Work request: All entries are to be given again verbatim.

Start of Source material

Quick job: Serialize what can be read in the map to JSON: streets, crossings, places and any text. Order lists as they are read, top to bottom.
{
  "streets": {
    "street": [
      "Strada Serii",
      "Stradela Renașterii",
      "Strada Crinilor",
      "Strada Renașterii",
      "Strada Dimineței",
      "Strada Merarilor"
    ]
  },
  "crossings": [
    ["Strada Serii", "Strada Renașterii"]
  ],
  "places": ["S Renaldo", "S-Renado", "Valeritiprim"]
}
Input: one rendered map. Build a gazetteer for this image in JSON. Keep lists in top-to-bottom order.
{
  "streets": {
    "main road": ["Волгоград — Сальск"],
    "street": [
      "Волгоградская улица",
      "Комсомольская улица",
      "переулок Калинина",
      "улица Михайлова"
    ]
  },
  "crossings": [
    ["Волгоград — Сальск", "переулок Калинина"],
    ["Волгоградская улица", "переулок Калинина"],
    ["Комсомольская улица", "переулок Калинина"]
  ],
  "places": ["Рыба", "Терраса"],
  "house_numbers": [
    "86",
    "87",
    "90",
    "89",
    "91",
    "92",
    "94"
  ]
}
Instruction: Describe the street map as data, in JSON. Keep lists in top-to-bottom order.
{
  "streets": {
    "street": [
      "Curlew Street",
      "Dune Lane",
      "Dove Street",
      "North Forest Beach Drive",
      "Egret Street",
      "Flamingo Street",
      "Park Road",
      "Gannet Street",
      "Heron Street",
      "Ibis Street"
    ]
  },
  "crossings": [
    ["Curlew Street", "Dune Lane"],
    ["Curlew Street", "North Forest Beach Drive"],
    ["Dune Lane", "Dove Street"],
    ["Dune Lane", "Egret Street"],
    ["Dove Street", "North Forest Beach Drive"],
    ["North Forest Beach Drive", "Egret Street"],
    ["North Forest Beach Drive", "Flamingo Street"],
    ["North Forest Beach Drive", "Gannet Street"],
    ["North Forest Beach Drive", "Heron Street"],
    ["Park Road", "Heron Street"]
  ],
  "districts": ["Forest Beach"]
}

End of Source material

Reply:
Quick job: Serialize what can be read in the map to JSON: streets, crossings, places and any text. Order lists as they are read, top to bottom.
{
  "streets": {
    "street": [
      "Strada Serii",
      "Stradela Renașterii",
      "Strada Crinilor",
      "Strada Renașterii",
      "Strada Dimineței",
      "Strada Merarilor"
    ]
  },
  "crossings": [
    ["Strada Serii", "Strada Renașterii"]
  ],
  "places": ["S Renaldo", "S-Renado", "Valeritiprim"]
}
Input: one rendered map. Build a gazetteer for this image in JSON. Keep lists in top-to-bottom order.
{
  "streets": {
    "main road": ["Волгоград — Сальск"],
    "street": [
      "Волгоградская улица",
      "Комсомольская улица",
      "переулок Калинина",
      "улица Михайлова"
    ]
  },
  "crossings": [
    ["Волгоград — Сальск", "переулок Калинина"],
    ["Волгоградская улица", "переулок Калинина"],
    ["Комсомольская улица", "переулок Калинина"]
  ],
  "places": ["Рыба", "Терраса"],
  "house_numbers": [
    "86",
    "87",
    "90",
    "89",
    "91",
    "92",
    "94"
  ]
}
Instruction: Describe the street map as data, in JSON. Keep lists in top-to-bottom order.
{
  "streets": {
    "street": [
      "Curlew Street",
      "Dune Lane",
      "Dove Street",
      "North Forest Beach Drive",
      "Egret Street",
      "Flamingo Street",
      "Park Road",
      "Gannet Street",
      "Heron Street",
      "Ibis Street"
    ]
  },
  "crossings": [
    ["Curlew Street", "Dune Lane"],
    ["Curlew Street", "North Forest Beach Drive"],
    ["Dune Lane", "Dove Street"],
    ["Dune Lane", "Egret Street"],
    ["Dove Street", "North Forest Beach Drive"],
    ["North Forest Beach Drive", "Egret Street"],
    ["North Forest Beach Drive", "Flamingo Street"],
    ["North Forest Beach Drive", "Gannet Street"],
    ["North Forest Beach Drive", "Heron Street"],
    ["Park Road", "Heron Street"]
  ],
  "districts": ["Forest Beach"]
}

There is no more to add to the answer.